If we make it that long; the election down south is beginning to unfold like the backstory to a too-predictable post-apocalypse movie so in honour of he-who-shan't-be-named (and because Allegiant blows) here's five quick dystopia/post-apocalypse sci-fi movies to help us all remember that no matter how bad things get, some of us will survive. And amongst those (un)lucky survivors, some will (hopefully) be heroic enough to want to stick it to those who are not. Thus, humanity soldiers on. Watch these flicks to see how:

Tank Girl (1995)

This one was trashed when it came out because it was a bit goofy and Ice-T makes a shitty mutant kangaroo, but the premise of a single corporation controlling all the world's power and water seems a lot more grounded in this day and age. Malcolm McDowell plays the evil corporate entity but it's Tank Girl and Jet Girl (Lori Petty and Naomi Watts) who save the day. Female empowerment aside, this one is also notable as one of the first comic book-adaptations that didn't totally suck (depending on who you ask I guess.)

Brazil (1985)

From the twisted mind of Terry Gilliam, this one is like Kafka's The Trial meets Orwell's 1984 but with no single ominous force to even fight back against. Stuck in a consumer-driven, machine-built retro-futuristic society of endless bureaucratic nonsense, this one is also a love story at heart but it carries a dark message about the loss of humanity in the face of progress, and why that is when it's important to laugh.

Gattaca (1997)

The best dystopian flicks have that life-imitates-art thing going where parts of the imaginary future seem very probable, almost inevitable, if humanity stays the current course. Gattaca stars Ethan Hawke and Uma Thurman in a sharply dressed future where DNA selective breeding (eugenics) are the new method for creating a better world, albeit on where you are only as good, or free, as your genes permit. It's a tight thriller that takes on extra punch when you consider that you can order $99 genome kits today that will test your saliva for genetic disease markers, find out how much Neanderthal DNA you possess or what colour eyes your kid will probably have. Does it matter that the company is backed by funds from Google, and that the era of big data collection might be about to tap into the biggest data bank of all? Nah, we should be fine.

Soylent Green (1973)

This one is a classic but it's also about an overpopulated world of super-consumers that runs out of food. We'll have to start eating bugs in my lifetime but who's ready for some "high energy plankton wafers"?

The Running Man (1987)

It's weird enough that star Arnold Swartzenegger went on to become governor of California but on the "will-probably-come-true" scale this one might be the closest sure bet we have. Based on a Stephen King story, The Running Man is about a reality TV show that's like a cross between The Amazing Race, UFC and Survivor except you are allowed, you're supposed to, kill the other contestants. And it doesn't take a total Hunger Games societal collapse for us to get there either, it's just the natural evolution of entertainment. Coming soon to a pirated livestream near you.

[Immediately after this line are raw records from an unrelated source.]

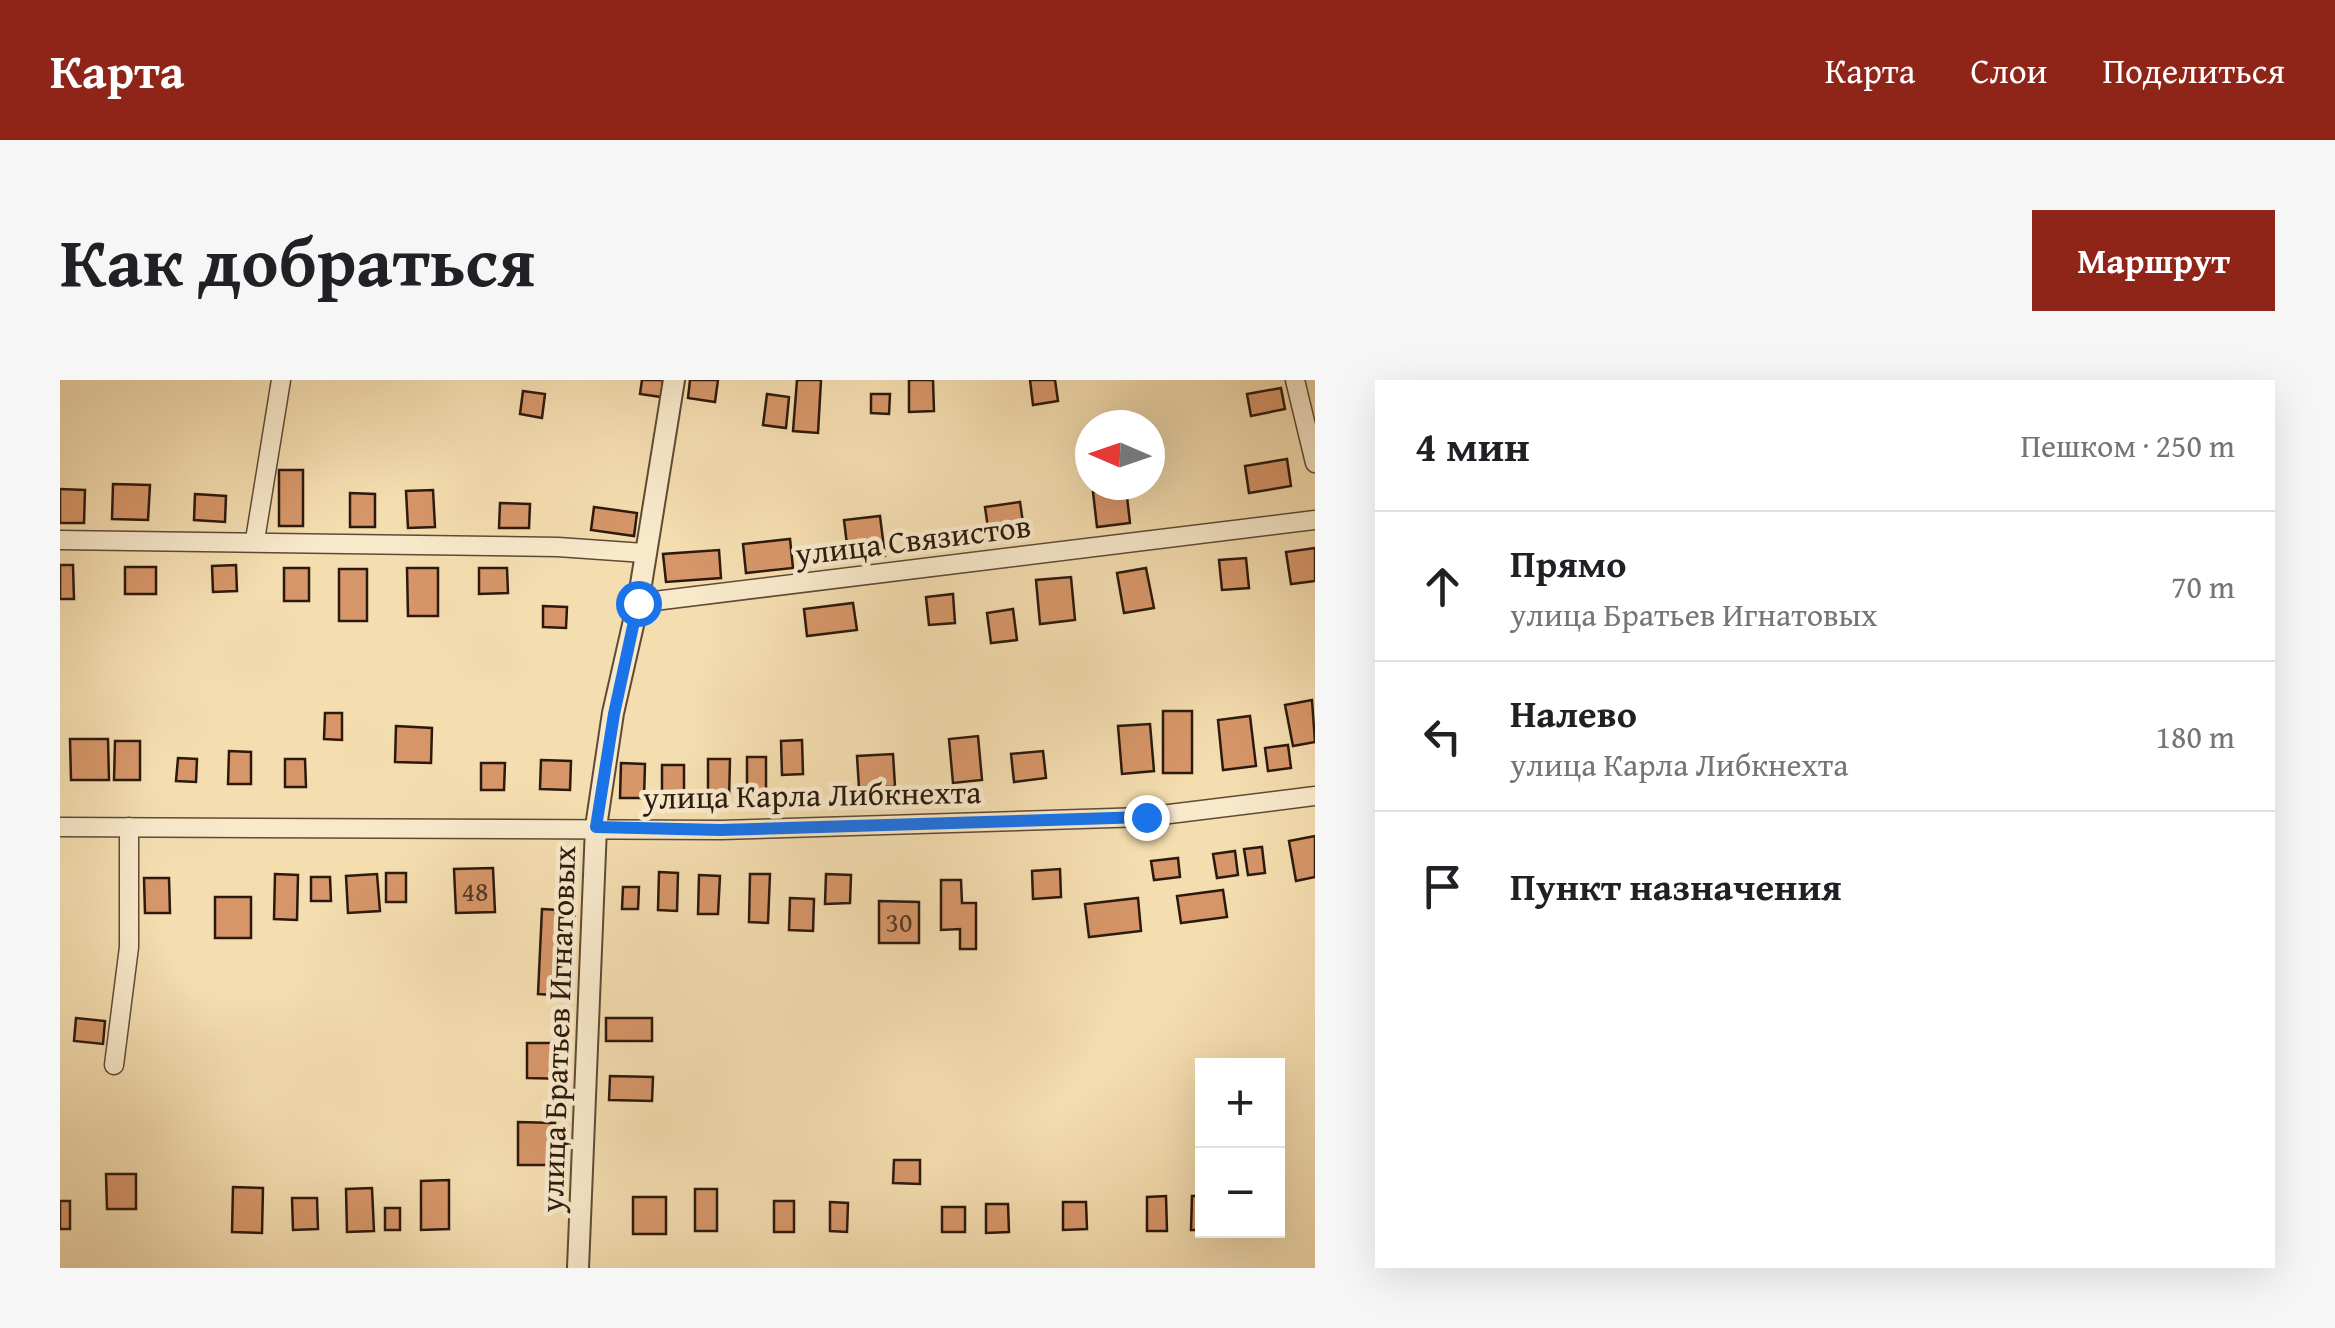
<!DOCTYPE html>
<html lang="ru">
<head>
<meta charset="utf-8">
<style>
	:root { --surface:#fff; --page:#f6f6f6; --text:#202124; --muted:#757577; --line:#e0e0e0; --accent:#8f2418 }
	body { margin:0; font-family:"Gentium Book Plus",serif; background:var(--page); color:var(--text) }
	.controls { position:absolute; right:30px; bottom:30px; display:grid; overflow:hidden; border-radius:0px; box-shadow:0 10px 40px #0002 }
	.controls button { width:90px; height:90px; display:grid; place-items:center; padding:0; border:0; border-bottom:2px solid var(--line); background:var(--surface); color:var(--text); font:50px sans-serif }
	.compass { position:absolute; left:1015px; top:30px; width:90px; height:90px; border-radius:50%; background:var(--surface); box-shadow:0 10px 40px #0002; rotate:272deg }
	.stop { position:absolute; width:30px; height:30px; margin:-22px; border:8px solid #1a73e8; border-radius:50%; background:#fff }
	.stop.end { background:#1a73e8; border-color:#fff; box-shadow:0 2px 10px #0008 }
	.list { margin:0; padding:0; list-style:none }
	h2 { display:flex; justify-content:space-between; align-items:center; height:130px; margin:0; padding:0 40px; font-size:42px }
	h2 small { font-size:32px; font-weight:400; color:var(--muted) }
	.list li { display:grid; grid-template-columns:65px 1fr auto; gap:30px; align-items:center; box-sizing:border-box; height:150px; padding:0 40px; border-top:2px solid var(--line) }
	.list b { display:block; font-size:38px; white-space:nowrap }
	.list p { margin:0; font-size:32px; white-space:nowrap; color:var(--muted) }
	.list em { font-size:32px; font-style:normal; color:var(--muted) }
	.icon { flex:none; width:55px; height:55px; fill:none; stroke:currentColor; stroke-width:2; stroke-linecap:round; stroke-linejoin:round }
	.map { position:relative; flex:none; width:1255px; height:888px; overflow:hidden; border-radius:0px }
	header { display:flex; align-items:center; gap:60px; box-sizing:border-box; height:140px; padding:0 50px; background:var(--accent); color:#fff }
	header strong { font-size:48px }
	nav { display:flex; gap:55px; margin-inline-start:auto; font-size:35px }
	.intro { display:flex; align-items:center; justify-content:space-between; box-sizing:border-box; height:240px; padding:0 60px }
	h1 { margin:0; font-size:70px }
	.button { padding:25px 45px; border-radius:0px; background:var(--accent); color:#fff; font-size:35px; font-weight:700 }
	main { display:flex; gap:60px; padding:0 60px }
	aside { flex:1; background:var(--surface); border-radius:0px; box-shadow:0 10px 40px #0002 }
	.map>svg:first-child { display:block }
</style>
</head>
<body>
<header>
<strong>Карта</strong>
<nav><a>Карта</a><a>Слои</a><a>Поделиться</a></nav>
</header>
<div class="intro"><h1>Как добраться</h1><a class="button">Маршрут</a></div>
<main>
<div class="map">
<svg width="1255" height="888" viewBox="0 0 1255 888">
	<rect width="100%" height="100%" fill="#f4ddaf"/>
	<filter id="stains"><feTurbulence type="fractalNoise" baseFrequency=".002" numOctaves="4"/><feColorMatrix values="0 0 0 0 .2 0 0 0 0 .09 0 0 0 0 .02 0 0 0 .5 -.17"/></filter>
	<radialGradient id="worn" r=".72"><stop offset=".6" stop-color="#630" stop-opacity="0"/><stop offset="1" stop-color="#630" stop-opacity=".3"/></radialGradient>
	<g fill="#d69669" stroke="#2c190d" stroke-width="2.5">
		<path d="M582 0H603L601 17 580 14Z"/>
		<path d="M630 0H658L655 22 628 18Z"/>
		<path d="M737 0H761L758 53 733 51Z"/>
		<path d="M849 0H873L874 31 849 32Z"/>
		<path d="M970 0H995L998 21 973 25Z"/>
		<path d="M1221 8 1225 29 1191 36 1187 14Z"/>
		<path d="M463 11 485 14 482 38 460 34Z"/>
		<path d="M707 14 729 17 726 48 703 45Z"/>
		<path d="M811 14H830L829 34 811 33Z"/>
		<path d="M1227 79 1231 106 1189 113 1185 86Z"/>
		<rect x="219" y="90" width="24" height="56"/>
		<path d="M53 104 90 105 88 140 52 139Z"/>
		<path d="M1066 108 1070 143 1037 147 1033 112Z"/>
		<path d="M0 109 25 110 24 143H0Z"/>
		<path d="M373 110 375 147 348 148 346 111Z"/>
		<path d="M290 113 315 114V147H290Z"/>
		<path d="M135 114 166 116 165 142 134 140Z"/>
		<path d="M960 122 965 157 930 162 925 127Z"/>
		<path d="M440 123 470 124 469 148H439Z"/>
		<path d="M534 127 577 133 574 156 531 150Z"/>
		<path d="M820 136 825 176 789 181 784 140Z"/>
		<path d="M730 159 733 188 686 193 683 164Z"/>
		<path d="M1255 168V201L1231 204 1226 172Z"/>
		<path d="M659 170 661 198 606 202 603 174Z"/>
		<path d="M1186 178 1189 208 1162 210 1159 180Z"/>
		<path d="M0 185H13L14 219H0Z"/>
		<path d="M176 185 177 211 153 212 152 186Z"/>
		<rect x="65" y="187" width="31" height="27"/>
		<rect x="224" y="188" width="25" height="33"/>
		<path d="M347 188H378V236H348Z"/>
		<path d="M419 188H447L448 213 419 214Z"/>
		<path d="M1086 188 1094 228 1064 233 1057 193Z"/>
		<rect x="279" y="189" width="28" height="52"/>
		<path d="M1011 197 1015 240 980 244 976 200Z"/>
		<path d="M893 214 895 243 869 245 866 217Z"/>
		<path d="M793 223 797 250 747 256 744 229Z"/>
		<path d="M483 226 507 227 506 248 483 247Z"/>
		<path d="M953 229 957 260 931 263 927 233Z"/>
		<path d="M1252 320 1255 362 1233 366 1225 325Z"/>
		<rect x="1103" y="331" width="29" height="62"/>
		<path d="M265 333H282V360L264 359Z"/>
		<path d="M1190 336 1196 386 1163 390 1158 340Z"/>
		<path d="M1090 344 1094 391 1062 394 1058 346Z"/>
		<path d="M336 346 372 348 371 383 335 382Z"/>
		<path d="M918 356 922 400 893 403 889 359Z"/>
		<path d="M10 359H48L49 400H11Z"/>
		<path d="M742 360 743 394 722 395 721 361Z"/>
		<path d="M55 361H80V400H54Z"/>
		<path d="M1228 365 1231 388 1208 391 1205 368Z"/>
		<path d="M169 371 191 372V404H168Z"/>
		<path d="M983 371 986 398 954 402 951 374Z"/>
		<path d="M833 374 835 406 799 408 797 376Z"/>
		<rect x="687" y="377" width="19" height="40"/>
		<path d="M118 378 137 379 136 402 116 401Z"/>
		<path d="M225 379H245L246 407H225Z"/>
		<path d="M648 379H670L669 421H648Z"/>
		<path d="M481 380 511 381 510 410 480 409Z"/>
		<path d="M421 383H445L444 410H421Z"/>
		<path d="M561 383 585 384 584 418H560Z"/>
		<rect x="602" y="385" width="22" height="32"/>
		<path d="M1255 456V497L1236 501 1229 461Z"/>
		<path d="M1202 467 1205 493 1188 495 1184 469Z"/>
		<path d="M1175 471 1178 495 1157 498 1153 474Z"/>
		<path d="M1118 478 1120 497 1094 500 1091 481Z"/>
		<path d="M433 488 435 532 396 533 394 489Z"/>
		<path d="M1000 489 1001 517 973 519 972 491Z"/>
		<path d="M599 492 618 493 617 531 598 530Z"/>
		<rect x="326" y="493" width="20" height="29"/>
		<path d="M215 494 238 495 237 540 214 539Z"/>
		<path d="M317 494 320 531 288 533 286 496Z"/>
		<path d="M690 494H710L708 543 689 542Z"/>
		<path d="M766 494 791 495 790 523 765 524Z"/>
		<path d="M639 495 660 496 658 534H638Z"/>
		<path d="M251 497H270L271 521H251Z"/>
		<path d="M84 498H109L110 533H85Z"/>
		<path d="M881 500H901L902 523H916V569H900V549L881 550Z"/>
		<path d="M563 507H579L578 529H562Z"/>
		<path d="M1163 510 1167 537 1121 543 1117 516Z"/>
		<rect x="155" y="517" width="36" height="41"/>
		<path d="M730 518 754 519 753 551 729 550Z"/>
		<path d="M1078 518 1081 551 1029 557 1025 524Z"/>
		<path d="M819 521 859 522V563H819Z"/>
		<path d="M482 529 515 531 510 616 478 614Z"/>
		<path d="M16 638 45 641 43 664 14 661Z"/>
		<rect x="546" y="638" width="46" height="23"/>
		<path d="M467 663H508V699L467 698Z"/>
		<path d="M550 696 593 697 592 721 549 720Z"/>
		<path d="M458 742 495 743 494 785H458Z"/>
		<path d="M834 780H860V804L833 803Z"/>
		<path d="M46 794H76V829H47Z"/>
		<path d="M389 800V849L361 850V801Z"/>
		<path d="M173 807 203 808 202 853 172 852Z"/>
		<path d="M312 808 314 851 287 852 286 809Z"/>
		<rect x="635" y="809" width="22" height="42"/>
		<path d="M1106 816 1107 851H1087V817Z"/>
		<path d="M1132 816H1142V850H1131Z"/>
		<rect x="573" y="817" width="33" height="37"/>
		<path d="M232 818H257L258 849 233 850Z"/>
		<rect x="0" y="821" width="10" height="28"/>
		<rect x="714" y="821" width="20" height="31"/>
		<path d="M770 822 788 823 787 852 770 851Z"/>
		<path d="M1003 822H1026L1027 849 1003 850Z"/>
		<path d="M926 824H948L949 852 926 853Z"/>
		<rect x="882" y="827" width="23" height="25"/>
		<rect x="325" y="828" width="15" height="22"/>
	</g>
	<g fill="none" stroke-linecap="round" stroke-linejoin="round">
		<g stroke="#5e4a36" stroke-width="21">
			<g id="minor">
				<path d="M1235 0 1255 83"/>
				<path d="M0 160 498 167 584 173"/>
				<path d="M195 160 221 0"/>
				<path d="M578 223 1255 140"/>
				<path d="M0 447 661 450 1085 437 1255 416"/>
				<path d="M54 685 69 567V447"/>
			</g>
		</g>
		<g stroke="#5e4a36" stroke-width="24">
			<path id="tertiary" d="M518 888 536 447 553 333 578 223 614 0"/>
		</g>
		<use href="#minor" stroke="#f8e9cb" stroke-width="18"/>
		<use href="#tertiary" stroke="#f8e9cb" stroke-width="20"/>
	</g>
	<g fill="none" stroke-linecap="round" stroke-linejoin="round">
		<path stroke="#1a73e8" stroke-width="12" d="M578 223 554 334 536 447 660 450 1086 437"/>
	</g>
	<g text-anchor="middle" stroke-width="9" stroke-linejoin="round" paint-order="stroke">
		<g font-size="28" fill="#563824">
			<text x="415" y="521">48</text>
			<text x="839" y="552">30</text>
		</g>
		<g font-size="32" fill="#2c190d" stroke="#f8e9cb">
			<text transform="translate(853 160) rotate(-7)" y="11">улица Связистов</text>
			<text transform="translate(752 415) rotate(-1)" y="11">улица Карла Либкнехта</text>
			<text transform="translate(498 649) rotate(-88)" y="11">улица Братьев Игнатовых</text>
		</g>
	</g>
	<rect width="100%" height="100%" filter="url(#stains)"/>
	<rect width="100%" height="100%" fill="url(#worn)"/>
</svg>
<div class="controls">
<button>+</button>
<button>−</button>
</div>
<svg class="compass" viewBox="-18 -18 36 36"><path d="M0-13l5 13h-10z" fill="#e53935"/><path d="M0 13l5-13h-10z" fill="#757577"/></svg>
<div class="stop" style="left:578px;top:223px"></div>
<div class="stop end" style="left:1086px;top:437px"></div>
</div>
<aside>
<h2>4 мин<small>Пешком · 250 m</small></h2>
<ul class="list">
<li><svg class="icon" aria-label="ahead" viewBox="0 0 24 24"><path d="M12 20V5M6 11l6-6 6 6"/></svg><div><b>Прямо</b><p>улица Братьев Игнатовых</p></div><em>70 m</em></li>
<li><svg class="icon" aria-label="left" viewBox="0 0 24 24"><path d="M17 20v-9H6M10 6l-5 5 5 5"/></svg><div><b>Налево</b><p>улица Карла Либкнехта</p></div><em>180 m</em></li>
<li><svg class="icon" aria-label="arrive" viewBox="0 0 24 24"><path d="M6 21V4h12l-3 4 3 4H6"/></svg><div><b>Пункт назначения</b></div></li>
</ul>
</aside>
</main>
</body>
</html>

And that's just the tip of the proverbial iceberg. Certainly there is no one single event that can sink our Titanic-like human civilization ("Keep the immigrants below deck! No lifeboats for the poor!"), but doesn't it sometimes seem like Mad Max's Immortan Joe isn't the only power hungry con-man living up in the top of his tower of power these days? The worst is yet to come kids, eat your bugs.